Adolf Grünbaum
Personal Information
Description
Adolf Grünbaum (; German: [ˈɡʁyːnbaʊm]; May 15, 1923 – November 15, 2018) was a German-American philosopher of science and a critic of both psychoanalysis and Karl Popper's philosophy of science. He was the first Andrew Mellon Professor of Philosophy at the University of Pittsburgh from 1960 until his death, and also served as co-chairman of its Center for Philosophy of Science (from 1978), research professor of psychiatry (from 1979), and primary research professor in the department of history and philosophy of science (from 2006). His works include Philosophical Problems of Space and Time (1963), The Foundations of Psychoanalysis (1984), and Validation in the Clinical Theory of Psychoanalysis (1993).
Books
Validation in the clinical theory of psychoanalysis
Well over one half of this brilliant new Monograph constitutes a major sequel to Professor Grunbaum's highly influential 1984 book The Foundations of Psychoanalysis: A Philosophical Critique, which was labeled "magisterial" by Frank J. Sulloway, and "the most important book ever written on Freud's status as a scientist" by J. Allan Hobson.
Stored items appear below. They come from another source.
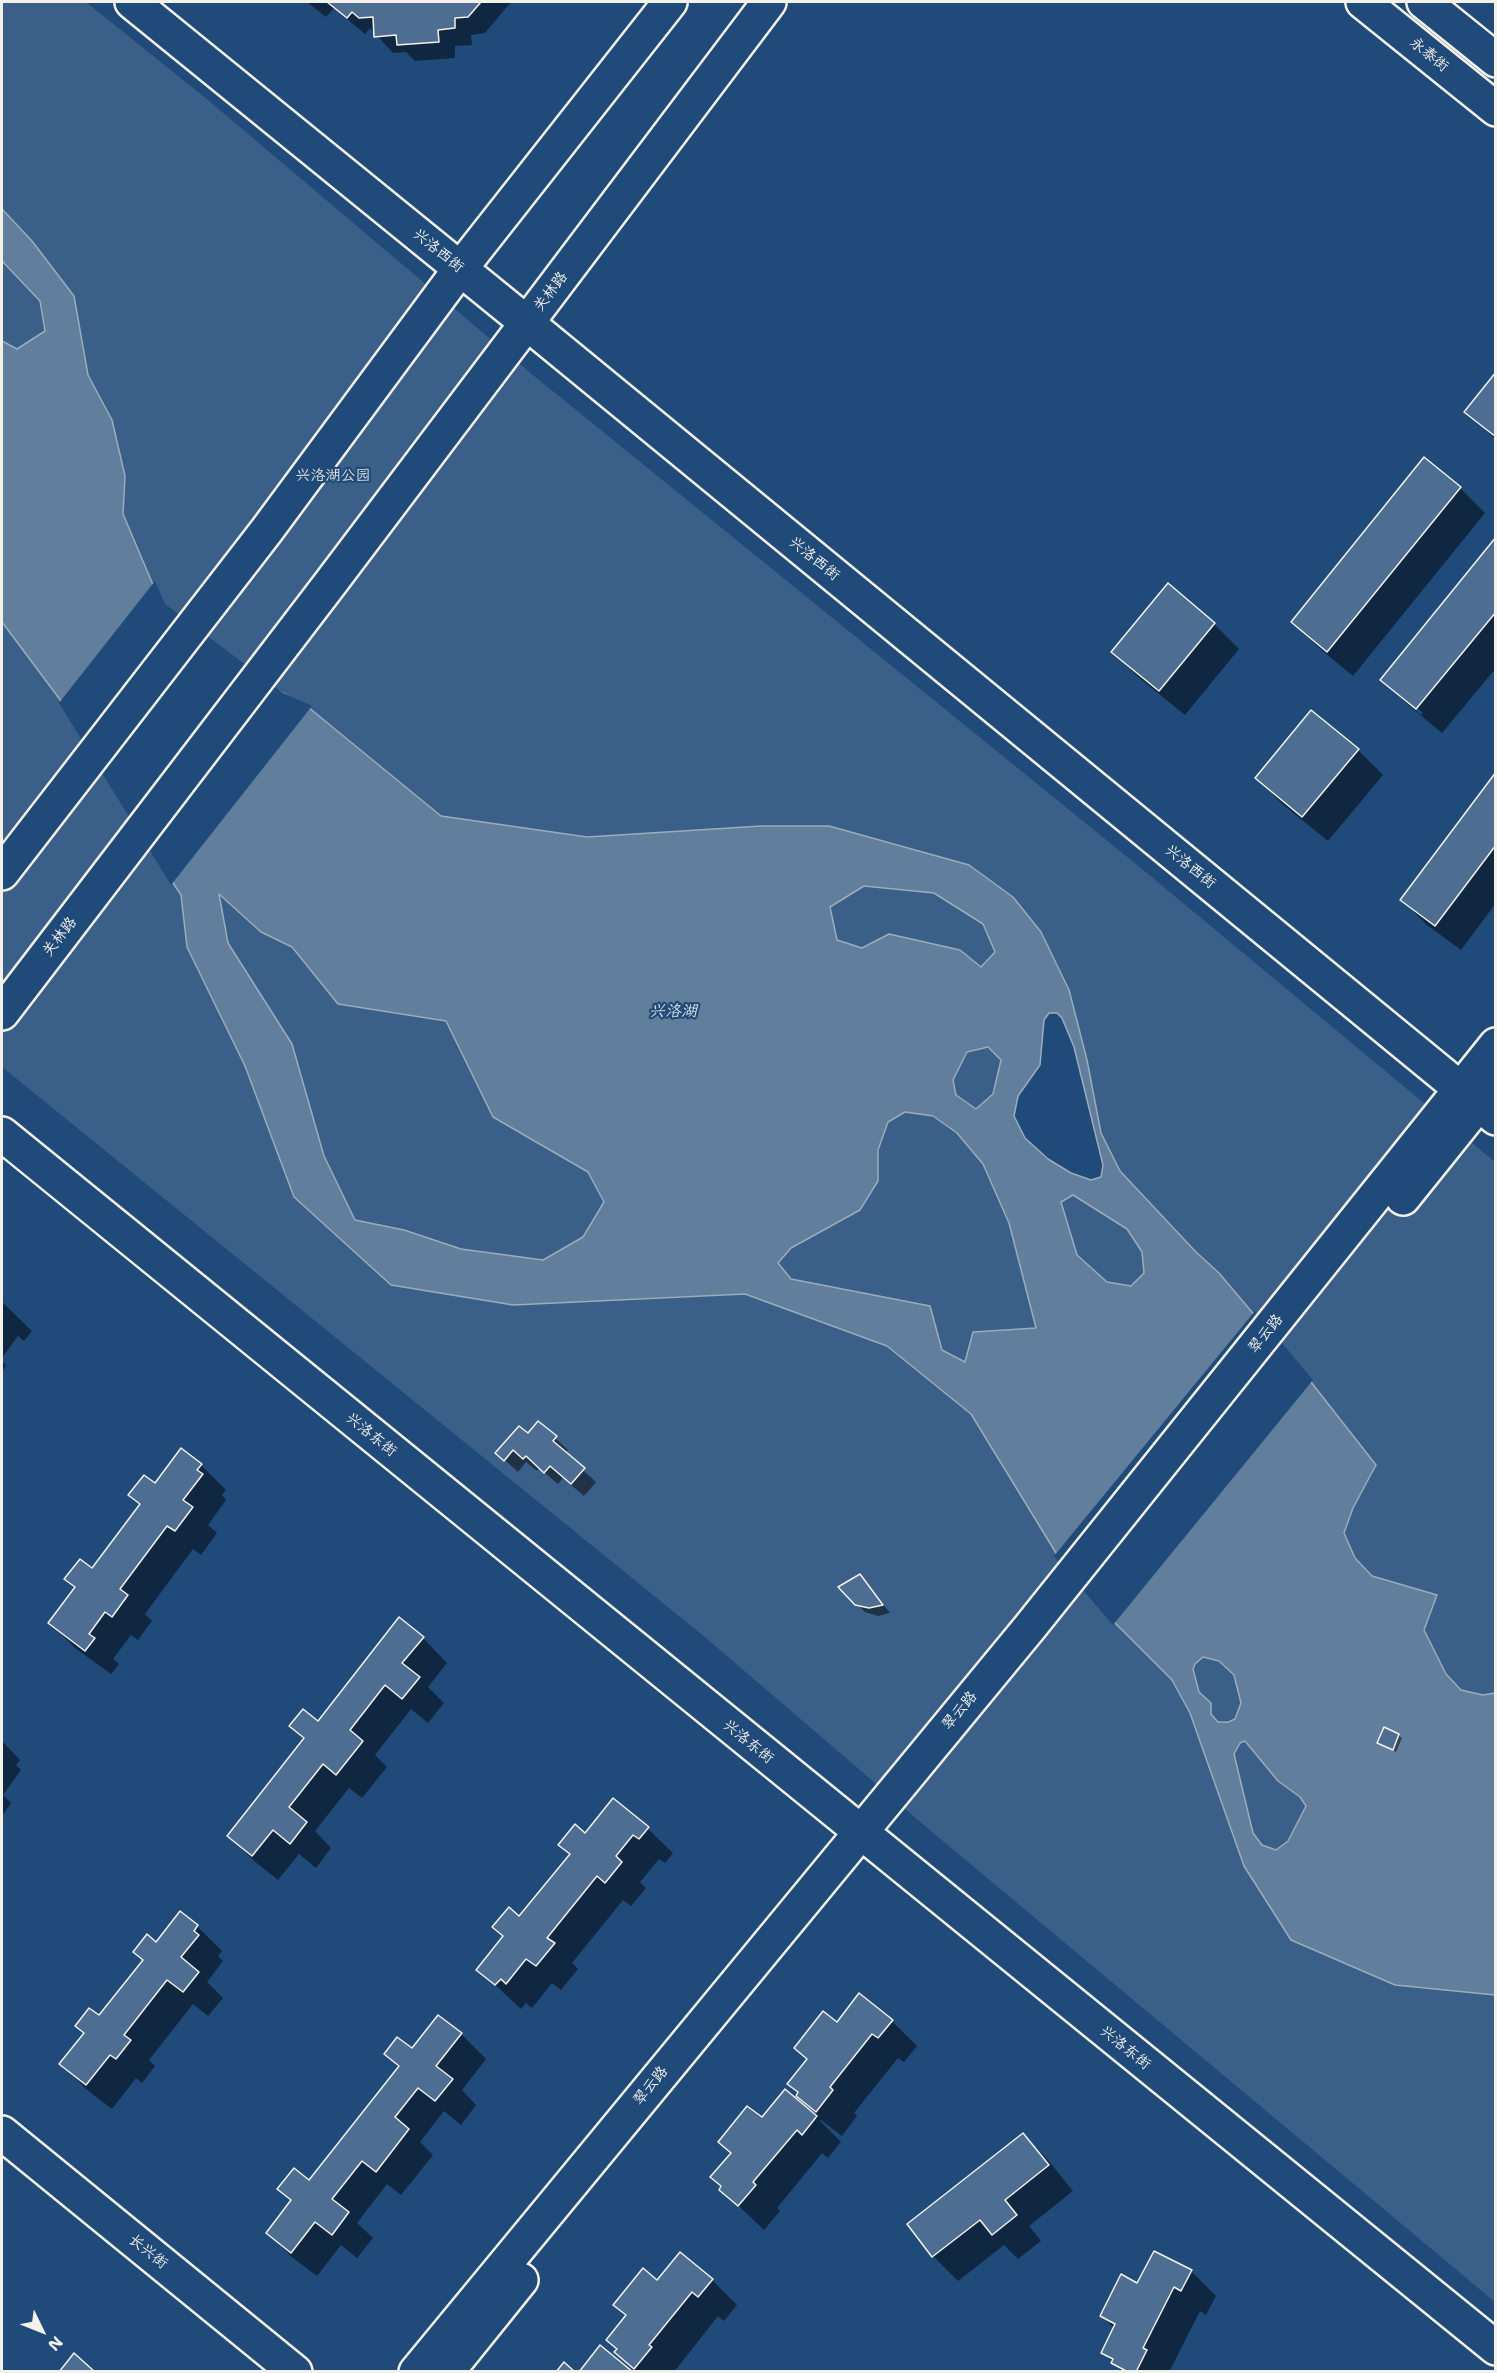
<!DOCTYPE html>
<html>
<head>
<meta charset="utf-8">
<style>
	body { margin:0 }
	#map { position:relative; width:1497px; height:2373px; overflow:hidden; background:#1f4a7a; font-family:"Shantell Sans",sans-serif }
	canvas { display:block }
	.frame { position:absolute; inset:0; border:3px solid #f4f1e8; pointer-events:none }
	.north { position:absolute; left:12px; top:2301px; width:60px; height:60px; -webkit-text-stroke:4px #1f4a7a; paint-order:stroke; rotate:133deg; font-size:16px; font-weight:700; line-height:24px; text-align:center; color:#f4f1e8 }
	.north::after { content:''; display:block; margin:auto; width:21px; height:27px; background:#f4f1e8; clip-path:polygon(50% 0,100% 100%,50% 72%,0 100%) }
</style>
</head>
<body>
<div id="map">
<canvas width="1497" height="2373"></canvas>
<div class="frame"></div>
<div class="north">N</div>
</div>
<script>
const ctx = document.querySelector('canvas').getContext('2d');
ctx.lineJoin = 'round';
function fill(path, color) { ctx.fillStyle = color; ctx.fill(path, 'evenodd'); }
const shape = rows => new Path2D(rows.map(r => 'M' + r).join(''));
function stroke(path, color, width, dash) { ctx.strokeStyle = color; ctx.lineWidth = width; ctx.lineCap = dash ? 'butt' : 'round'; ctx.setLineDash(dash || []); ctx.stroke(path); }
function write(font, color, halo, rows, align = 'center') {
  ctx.font = font + ' "Shantell Sans","LXGW WenKai TC",sans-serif'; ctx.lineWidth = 4.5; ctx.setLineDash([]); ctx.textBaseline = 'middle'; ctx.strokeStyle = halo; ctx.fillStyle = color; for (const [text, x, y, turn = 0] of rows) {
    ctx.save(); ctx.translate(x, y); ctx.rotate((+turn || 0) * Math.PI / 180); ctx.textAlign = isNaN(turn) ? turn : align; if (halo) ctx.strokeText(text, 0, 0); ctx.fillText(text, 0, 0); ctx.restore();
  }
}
fill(shape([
	[2,2,86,2,208,100,533,375,1136,864,1495,1162,1495,1693,1483,1695,1461,1690,1446,1674,1424,1630,1436,1595,1372,1576,1355,1558,1344,1533,1353,1508,1376,1465,1311,1382,1219,1273,1195,1251,1120,1171,1101,1133,1087,1060,1069,990,1041,932,829,826,761,826,587,837,441,816,308,707,282,695,162,606,123,514,125,476,112,421,88,375,74,296,32,241,2,209],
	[2,261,40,301,45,331,16,349,2,341],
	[2,622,61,701,155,856,181,895,187,947,245,1066,294,1197,391,1285,655,1299,745,1294,887,1346,971,1414,1056,1553,1114,1622,1172,1680,1190,1713,1244,1866,1395,1985,1495,1995,1495,2302,938,1837,706,1638,2,1067],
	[864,886,934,893,984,924,995,952,981,967,960,950,889,934,862,948,837,940,830,907],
	[219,893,261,932,292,947,338,1004,446,1020,493,1117,588,1172,604,1202,583,1237,543,1260,461,1249,404,1230,355,1220,324,1156,292,1044,228,943],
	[987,1047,1001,1060,993,1094,976,1109,956,1095,953,1080,967,1052],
	[905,1112,933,1116,957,1133,983,1164,1009,1223,1036,1328,973,1332,965,1362,942,1350,930,1306,791,1279,778,1263,791,1248,861,1210,878,1181,878,1150,888,1122],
	[1073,1195,1127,1229,1142,1252,1144,1273,1131,1286,1107,1282,1077,1255,1061,1202],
	[1202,1657,1219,1661,1234,1676,1241,1703,1235,1719,1218,1722,1211,1714,1211,1703,1199,1692,1193,1669,1195,1664],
	[1245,1741,1278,1781,1300,1797,1306,1806,1288,1841,1276,1850,1262,1845,1253,1833,1234,1754,1240,1743]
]), '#3a5f88');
const water = shape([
	[2,209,32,241,74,296,88,375,112,420,125,476,123,514,162,606,262,682,308,707,441,816,587,837,761,826,829,826,969,865,1013,897,1041,932,1069,990,1087,1060,1101,1133,1120,1171,1195,1251,1219,1273,1311,1382,1376,1465,1353,1508,1344,1533,1355,1558,1372,1576,1437,1595,1424,1630,1446,1674,1461,1690,1483,1695,1495,1693,1495,1995,1395,1985,1291,1940,1244,1866,1190,1713,1172,1680,1114,1622,1056,1553,971,1414,887,1346,745,1294,513,1305,391,1285,294,1197,245,1066,187,947,181,895,155,856,61,701,2,622,2,341,17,349,45,331,40,301,2,261,2,209],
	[864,886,934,893,983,924,995,952,981,967,960,950,889,934,862,948,837,940,830,907,864,886],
	[219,894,261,932,292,947,338,1004,446,1021,493,1117,588,1172,604,1202,583,1237,543,1260,461,1249,404,1230,355,1220,324,1156,292,1044,228,943,219,894],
	[1049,1013,1057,1013,1062,1018,1074,1047,1103,1165,1101,1177,1091,1180,1071,1173,1048,1159,1025,1138,1014,1116,1018,1096,1040,1065,1044,1020,1049,1013],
	[988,1047,1001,1060,993,1094,976,1109,956,1095,953,1080,967,1052,988,1047],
	[905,1112,933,1116,957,1133,983,1164,1009,1223,1036,1328,973,1332,965,1362,942,1350,930,1306,791,1279,778,1263,791,1248,860,1210,878,1181,878,1150,888,1122,905,1112],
	[1073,1195,1127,1229,1142,1252,1144,1273,1131,1286,1107,1282,1077,1255,1061,1202,1073,1195],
	[1203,1657,1219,1661,1234,1675,1241,1703,1235,1719,1228,1722,1218,1722,1211,1714,1211,1703,1199,1692,1193,1669,1195,1664,1203,1657],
	[1245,1741,1278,1781,1300,1797,1306,1806,1288,1841,1276,1850,1262,1845,1253,1833,1234,1754,1240,1743,1245,1741]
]);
fill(water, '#627e9d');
stroke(water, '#9cacbb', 1.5);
fill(shape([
	[155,581,165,604,283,693,312,706,171,885,59,703],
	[1255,1311,1313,1380,1113,1625,1054,1556]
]), '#1f4a7a');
fill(shape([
	[307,2,511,2,485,33,471,35,472,45,455,46,455,58,415,61,406,52,393,53,370,28,365,34,334,8,326,17],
	[1496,375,1496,440,1466,411],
	[1425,460,1460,488,1485,513,1353,676,1318,647,1293,622],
	[1496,539,1496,668,1442,733,1407,704,1382,679],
	[1407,699,1423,713,1421,715,1407,703],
	[1168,585,1214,624,1239,649,1185,715,1138,677,1113,652],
	[1358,750,1383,775,1328,841,1281,803,1257,778],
	[1496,774,1496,903,1461,950,1427,925,1402,900],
	[2,1302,32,1331,24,1341,18,1336,2,1358],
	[2,1361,6,1365,2,1372],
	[539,1423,568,1450,565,1454,596,1482,584,1496,563,1478,558,1484,539,1468,537,1471,526,1462,518,1472,497,1453,528,1436],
	[201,1465,226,1490,222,1495,226,1500,208,1525,217,1533,201,1555,193,1549,145,1614,152,1621,138,1640,131,1635,113,1659,119,1664,111,1674,75,1648,50,1623,76,1589,66,1579,92,1570,141,1505,130,1495],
	[860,1576,868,1585,890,1613,878,1616,865,1612,841,1588],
	[423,1638,447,1663,428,1687,444,1703,428,1723,411,1709,375,1755,387,1767,362,1798,349,1788,315,1831,331,1848,316,1868,299,1854,278,1880,254,1861,229,1836,305,1740,291,1726,318,1723],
	[1398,1735,1402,1738,1396,1752,1379,1743],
	[2,1741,20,1760,16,1765,21,1770,3,1795,11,1803,2,1816],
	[648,1829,673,1853,665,1863,659,1859,640,1882,646,1888,631,1906,623,1900,572,1963,578,1969,561,1990,552,1983,532,2008,526,2003,521,2009,478,1969,571,1855,560,1844,585,1835],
	[197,1926,222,1951,218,1956,223,1961,207,1982,223,1998,208,2016,193,2004,149,2060,155,2066,142,2083,136,2078,112,2109,86,2089,62,2064,144,1961,135,1952],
	[892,2021,917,2046,904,2062,898,2058,854,2113,857,2116,842,2136,821,2120,820,2121,841,2142,828,2158,822,2153,777,2208,780,2211,764,2230,721,2189,762,2119,817,2115,789,2084,808,2060,796,2048,837,2024],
	[461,2034,486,2059,462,2090,476,2105,461,2125,444,2111,420,2142,433,2155,401,2195,387,2184,357,2223,373,2238,357,2258,341,2245,317,2276,293,2258,268,2233,292,2202,279,2189,310,2182,399,2068,386,2054,412,2050],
	[1023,2135,1048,2160,1073,2191,1029,2226,1041,2241,1018,2259,1004,2245,958,2281,933,2256],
	[1191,2271,1216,2296,1206,2315,1200,2311,1169,2372,1122,2372,1103,2352,1115,2329,1102,2316,1138,2285],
	[712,2280,737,2305,724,2321,718,2316,674,2372,635,2372,616,2352,627,2317,615,2305,657,2282]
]), '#0007');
const building = shape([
	[327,2,481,2,468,17,455,18,455,28,438,30,439,42,397,45,396,35,374,37,373,17,359,18,352,12,347,18,327,2],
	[1496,372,1496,437,1464,412,1496,372],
	[1424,457,1461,487,1327,652,1291,622,1424,457],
	[1496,537,1496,612,1416,709,1380,680,1496,537],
	[1168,583,1215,623,1159,691,1111,652,1168,583],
	[1311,710,1359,749,1302,817,1255,778,1311,710],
	[1496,772,1496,845,1435,926,1400,900,1496,772],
	[538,1421,557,1436,553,1441,585,1468,571,1484,550,1466,544,1473,526,1456,523,1459,513,1450,504,1461,495,1453,519,1426,528,1433,538,1421],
	[181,1448,202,1464,197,1470,203,1474,183,1500,193,1507,175,1531,167,1526,120,1589,128,1595,112,1617,105,1612,89,1634,95,1638,85,1651,48,1623,75,1587,64,1579,80,1559,92,1568,140,1504,128,1495,144,1475,155,1483,181,1448],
	[860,1574,883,1605,869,1608,855,1605,838,1587,860,1574],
	[399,1617,424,1637,402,1663,420,1677,402,1699,385,1685,350,1730,363,1741,336,1775,323,1764,289,1807,307,1822,290,1844,273,1830,252,1856,227,1836,304,1738,289,1726,303,1709,318,1721,399,1617],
	[1384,1727,1399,1734,1393,1750,1377,1743,1384,1727],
	[613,1798,649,1827,639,1839,633,1835,616,1856,622,1862,605,1883,597,1876,547,1938,555,1943,536,1966,526,1959,506,1984,501,1979,495,1985,476,1970,503,1936,492,1927,509,1907,519,1916,570,1854,558,1845,575,1824,585,1833,613,1798],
	[180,1911,198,1925,194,1931,199,1935,181,1957,199,1972,183,1992,167,1980,124,2035,131,2040,116,2059,110,2055,86,2085,59,2064,84,2033,75,2026,89,2008,99,2015,143,1960,133,1952,147,1934,156,1942,180,1911],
	[859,1993,893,2020,878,2038,872,2034,830,2087,833,2090,816,2112,796,2096,798,2092,787,2084,807,2059,794,2048,823,2011,837,2022,859,1993],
	[438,2015,462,2033,436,2066,453,2079,435,2101,418,2088,395,2117,409,2129,376,2172,362,2161,332,2199,349,2212,332,2235,315,2222,291,2253,266,2233,291,2200,277,2189,294,2168,309,2180,399,2066,384,2054,397,2037,412,2048,438,2015],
	[785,2089,817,2116,802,2135,797,2130,753,2182,756,2185,738,2206,719,2190,721,2186,710,2177,731,2153,718,2142,747,2106,762,2117,785,2089],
	[1023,2133,1049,2165,1005,2200,1017,2215,992,2235,980,2220,932,2257,907,2224,1023,2133],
	[1154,2251,1192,2270,1181,2291,1174,2287,1143,2348,1147,2350,1136,2372,1128,2372,1111,2363,1113,2359,1101,2353,1115,2324,1100,2316,1121,2274,1137,2283,1154,2251],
	[680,2252,713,2279,698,2297,692,2292,649,2345,652,2347,634,2369,614,2352,617,2349,606,2340,626,2315,613,2305,643,2268,657,2280,680,2252],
	[600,2345,633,2372,579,2372,600,2345],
	[74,2353,95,2372,59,2372,74,2353],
	[564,2362,575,2372,556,2372,564,2362]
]);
fill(building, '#4d6e92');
stroke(building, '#f4f1e8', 1.5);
const secondary = shape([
	[132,2,527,323,1496,1118],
	[1363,2,1496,109],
	[1424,2,1496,60],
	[2,1134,1496,2348],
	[1403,1198,1496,1082],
	[2,2133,295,2372],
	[416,2372,1030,1627,1496,1045],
	[447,2372,521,2280]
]);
const primary = shape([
	[2,873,267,530,460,269,670,2],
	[2,1013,332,581,769,2]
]);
stroke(secondary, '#f4f1e8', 38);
stroke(primary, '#f4f1e8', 38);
stroke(secondary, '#1f4a7a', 33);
stroke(primary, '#1f4a7a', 33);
write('15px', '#f4f1e8', '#1f4a7a', [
	["永泰街",1429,55,39],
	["兴洛西街",438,251,39],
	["关林路",551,292,-53],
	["兴洛西街",814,559,39],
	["兴洛西街",1190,867,39],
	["关林路",60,937,-52],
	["翠云路",1266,1334,-51],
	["兴洛东街",371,1435,39],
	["翠云路",960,1711,-50],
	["兴洛东街",748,1742,39],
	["兴洛东街",1125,2048,39],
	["翠云路",651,2086,-51],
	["长兴街",148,2252,39]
]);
write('15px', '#e1e2de', '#1f4a7a', [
	["兴洛湖公园",333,476]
]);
write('italic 16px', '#dee0dd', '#1f4a7a', [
	["兴洛湖",673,1012]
]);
</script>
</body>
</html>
The importance of the present Monograph lies in the extent to which the author now goes beyond that earlier volume to offer new original ideas on fundamental themes. Validation in the Clinical Theory of Psycho-analysis: A Study in the Philosophy of Psycho-analysis contains Adolf Grunbaum's new basic critique of the psychoanalytic theory of transference in its role of an etiologic theory; it turns out that etiologic transference interpretations rest on fallacious causal inferences from so-called "meaning connections" between mental states: moreover, just these unsound inferences are the stock-in-trade of the "hermeneutic" reconstruction of psychoanalysis, which charges Freud with a "scientistic self-misunderstanding.". This volume joins the issue with Marshall Edelson's defenses of the investigative viability of the single-subject case study method. As a spin-off from the import of the serious placebo challenge to psychoanalysis, this Monograph presents the author's widely recognized new account of the placebo concept across all of medicine and psychotherapy. Whereas Foundations of Psychoanalysis objected that Freud's dream theory was evidentially ill-founded, the burden of the present book is to give two new basic reasons for presuming the theory to be false. It also develops the import of the author's appraisal of psychoanalytic theory for the scrutiny of Freud's triadic psychology of religious belief in theism. Since Sir Karl Popper's most detailed charge of pseudoscience against psychoanalysis in 1983 could not be examined for inclusion in the 1984 book, the present monograph shows in what ways it is wide of the mark as an incoherent diagnosis of the scientific liabilities of psychoanalytic theory. In addition, four important papers that had antedated Foundations by a few years and were scattered over diverse publications have been updated and integrated with the other chapters herein.